Provided information —
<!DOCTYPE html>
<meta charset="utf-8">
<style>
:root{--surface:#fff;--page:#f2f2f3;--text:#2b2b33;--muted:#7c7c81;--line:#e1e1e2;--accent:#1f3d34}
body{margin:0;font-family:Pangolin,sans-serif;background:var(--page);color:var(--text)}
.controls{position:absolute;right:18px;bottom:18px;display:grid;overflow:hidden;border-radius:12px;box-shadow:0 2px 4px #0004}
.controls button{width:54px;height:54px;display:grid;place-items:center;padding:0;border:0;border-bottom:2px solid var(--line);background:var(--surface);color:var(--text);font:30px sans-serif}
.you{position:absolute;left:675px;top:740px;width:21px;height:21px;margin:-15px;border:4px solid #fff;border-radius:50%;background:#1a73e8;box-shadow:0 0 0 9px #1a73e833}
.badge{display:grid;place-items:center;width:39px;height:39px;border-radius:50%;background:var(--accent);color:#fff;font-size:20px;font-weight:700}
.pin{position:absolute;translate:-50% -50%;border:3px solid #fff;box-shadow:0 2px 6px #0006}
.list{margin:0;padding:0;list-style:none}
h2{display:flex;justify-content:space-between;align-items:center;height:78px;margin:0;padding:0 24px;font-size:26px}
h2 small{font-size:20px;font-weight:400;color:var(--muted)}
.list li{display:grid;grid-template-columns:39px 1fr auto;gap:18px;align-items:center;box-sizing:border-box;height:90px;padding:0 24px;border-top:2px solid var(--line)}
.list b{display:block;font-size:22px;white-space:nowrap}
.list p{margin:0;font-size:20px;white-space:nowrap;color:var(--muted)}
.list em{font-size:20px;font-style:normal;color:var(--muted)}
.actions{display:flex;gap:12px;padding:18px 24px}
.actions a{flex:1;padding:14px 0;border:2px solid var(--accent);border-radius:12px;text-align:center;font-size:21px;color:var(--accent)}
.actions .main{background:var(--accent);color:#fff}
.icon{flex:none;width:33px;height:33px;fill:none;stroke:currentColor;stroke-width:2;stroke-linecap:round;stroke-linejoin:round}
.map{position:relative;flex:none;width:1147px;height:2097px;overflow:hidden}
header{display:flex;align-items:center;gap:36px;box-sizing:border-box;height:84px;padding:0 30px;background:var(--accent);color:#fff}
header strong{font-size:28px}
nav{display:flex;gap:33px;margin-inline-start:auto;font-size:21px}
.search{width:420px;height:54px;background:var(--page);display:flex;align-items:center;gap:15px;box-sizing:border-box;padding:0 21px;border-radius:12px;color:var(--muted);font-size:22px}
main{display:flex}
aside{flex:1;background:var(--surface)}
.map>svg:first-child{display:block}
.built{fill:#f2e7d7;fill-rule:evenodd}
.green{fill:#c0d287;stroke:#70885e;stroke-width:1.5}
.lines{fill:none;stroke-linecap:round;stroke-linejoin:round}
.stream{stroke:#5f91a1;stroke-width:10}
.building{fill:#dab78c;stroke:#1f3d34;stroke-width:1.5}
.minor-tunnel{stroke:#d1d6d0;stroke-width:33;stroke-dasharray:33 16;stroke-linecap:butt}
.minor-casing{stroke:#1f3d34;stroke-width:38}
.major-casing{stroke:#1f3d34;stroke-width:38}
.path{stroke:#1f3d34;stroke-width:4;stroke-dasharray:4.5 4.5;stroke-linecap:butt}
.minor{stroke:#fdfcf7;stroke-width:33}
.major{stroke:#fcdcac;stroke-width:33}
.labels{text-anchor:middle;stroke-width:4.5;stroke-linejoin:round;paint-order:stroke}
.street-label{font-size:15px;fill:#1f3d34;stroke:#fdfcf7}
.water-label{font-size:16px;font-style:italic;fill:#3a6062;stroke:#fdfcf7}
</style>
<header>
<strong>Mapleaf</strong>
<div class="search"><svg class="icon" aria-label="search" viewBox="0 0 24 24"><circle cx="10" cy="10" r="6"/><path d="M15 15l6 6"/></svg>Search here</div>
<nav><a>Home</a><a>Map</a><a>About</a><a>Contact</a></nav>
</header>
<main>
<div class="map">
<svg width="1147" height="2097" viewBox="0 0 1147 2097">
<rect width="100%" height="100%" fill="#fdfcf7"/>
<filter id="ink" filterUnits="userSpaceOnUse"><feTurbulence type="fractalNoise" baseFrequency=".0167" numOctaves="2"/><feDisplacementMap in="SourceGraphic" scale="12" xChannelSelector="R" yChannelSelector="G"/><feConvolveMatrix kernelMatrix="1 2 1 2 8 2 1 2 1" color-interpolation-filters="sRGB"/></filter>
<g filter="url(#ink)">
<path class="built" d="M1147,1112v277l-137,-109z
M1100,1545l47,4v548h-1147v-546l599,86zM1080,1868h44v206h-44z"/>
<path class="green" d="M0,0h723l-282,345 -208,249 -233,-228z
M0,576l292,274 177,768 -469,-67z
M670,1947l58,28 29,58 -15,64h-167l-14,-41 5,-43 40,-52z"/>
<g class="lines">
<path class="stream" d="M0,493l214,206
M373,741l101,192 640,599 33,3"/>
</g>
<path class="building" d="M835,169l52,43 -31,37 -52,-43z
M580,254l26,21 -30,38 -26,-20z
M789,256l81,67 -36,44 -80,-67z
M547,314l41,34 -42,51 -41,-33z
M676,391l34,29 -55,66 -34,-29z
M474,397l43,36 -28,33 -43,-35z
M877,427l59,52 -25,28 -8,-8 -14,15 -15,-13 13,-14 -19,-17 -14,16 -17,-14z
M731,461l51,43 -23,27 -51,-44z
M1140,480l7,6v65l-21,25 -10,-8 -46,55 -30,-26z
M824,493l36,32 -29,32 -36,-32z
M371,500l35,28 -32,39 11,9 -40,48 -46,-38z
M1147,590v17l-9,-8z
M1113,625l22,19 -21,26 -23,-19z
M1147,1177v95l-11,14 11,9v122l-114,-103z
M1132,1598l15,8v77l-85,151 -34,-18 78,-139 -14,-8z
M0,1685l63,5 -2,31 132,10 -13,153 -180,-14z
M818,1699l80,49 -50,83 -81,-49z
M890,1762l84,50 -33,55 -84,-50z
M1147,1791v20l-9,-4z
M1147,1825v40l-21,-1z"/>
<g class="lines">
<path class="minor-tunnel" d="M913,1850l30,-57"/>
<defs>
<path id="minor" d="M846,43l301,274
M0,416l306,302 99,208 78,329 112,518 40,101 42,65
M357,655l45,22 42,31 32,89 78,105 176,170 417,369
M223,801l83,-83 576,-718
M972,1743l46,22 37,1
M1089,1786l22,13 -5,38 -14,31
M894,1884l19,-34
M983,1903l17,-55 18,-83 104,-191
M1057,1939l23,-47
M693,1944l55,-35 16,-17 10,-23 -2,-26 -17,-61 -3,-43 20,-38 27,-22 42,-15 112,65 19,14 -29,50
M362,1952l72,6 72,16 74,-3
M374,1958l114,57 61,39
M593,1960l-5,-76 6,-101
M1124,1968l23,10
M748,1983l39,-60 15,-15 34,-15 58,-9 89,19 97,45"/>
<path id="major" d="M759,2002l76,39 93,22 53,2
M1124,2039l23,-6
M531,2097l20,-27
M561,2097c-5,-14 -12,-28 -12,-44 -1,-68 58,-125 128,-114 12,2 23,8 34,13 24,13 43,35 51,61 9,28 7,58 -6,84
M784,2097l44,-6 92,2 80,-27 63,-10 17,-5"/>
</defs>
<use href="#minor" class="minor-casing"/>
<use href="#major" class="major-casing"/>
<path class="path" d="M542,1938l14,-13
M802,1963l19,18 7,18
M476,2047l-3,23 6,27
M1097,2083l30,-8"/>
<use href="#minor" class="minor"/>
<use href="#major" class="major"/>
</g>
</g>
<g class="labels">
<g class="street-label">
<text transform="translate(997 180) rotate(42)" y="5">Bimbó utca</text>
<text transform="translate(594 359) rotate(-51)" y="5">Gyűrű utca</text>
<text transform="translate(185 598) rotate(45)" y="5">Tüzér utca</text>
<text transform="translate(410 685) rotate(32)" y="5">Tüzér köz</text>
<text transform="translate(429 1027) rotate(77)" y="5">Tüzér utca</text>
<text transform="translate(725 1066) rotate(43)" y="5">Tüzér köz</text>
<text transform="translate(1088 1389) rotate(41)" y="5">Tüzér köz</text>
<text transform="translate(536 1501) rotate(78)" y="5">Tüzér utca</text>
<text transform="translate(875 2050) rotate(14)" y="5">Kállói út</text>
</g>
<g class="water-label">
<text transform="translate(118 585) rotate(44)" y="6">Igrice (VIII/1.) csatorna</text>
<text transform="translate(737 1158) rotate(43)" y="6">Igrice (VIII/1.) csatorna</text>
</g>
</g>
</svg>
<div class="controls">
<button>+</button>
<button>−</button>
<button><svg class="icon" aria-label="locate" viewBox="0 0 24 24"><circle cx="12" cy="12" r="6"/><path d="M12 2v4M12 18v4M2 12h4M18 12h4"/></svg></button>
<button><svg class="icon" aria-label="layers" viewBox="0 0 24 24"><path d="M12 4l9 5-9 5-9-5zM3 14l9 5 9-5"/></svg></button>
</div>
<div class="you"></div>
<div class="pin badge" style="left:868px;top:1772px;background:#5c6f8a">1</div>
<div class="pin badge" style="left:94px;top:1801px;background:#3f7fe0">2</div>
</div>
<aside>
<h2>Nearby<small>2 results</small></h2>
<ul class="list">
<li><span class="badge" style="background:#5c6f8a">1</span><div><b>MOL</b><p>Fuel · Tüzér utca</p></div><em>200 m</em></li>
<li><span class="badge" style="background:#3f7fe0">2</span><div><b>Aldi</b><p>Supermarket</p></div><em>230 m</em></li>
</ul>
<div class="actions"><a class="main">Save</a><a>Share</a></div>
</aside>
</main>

Problem to work on — Above are the records; copy every line in them that holds the word "filter".

Reply —
<filter id="ink" filterUnits="userSpaceOnUse"><feTurbulence type="fractalNoise" baseFrequency=".0167" numOctaves="2"/><feDisplacementMap in="SourceGraphic" scale="12" xChannelSelector="R" yChannelSelector="G"/><feConvolveMatrix kernelMatrix="1 2 1 2 8 2 1 2 1" color-interpolation-filters="sRGB"/></filter>
<g filter="url(#ink)">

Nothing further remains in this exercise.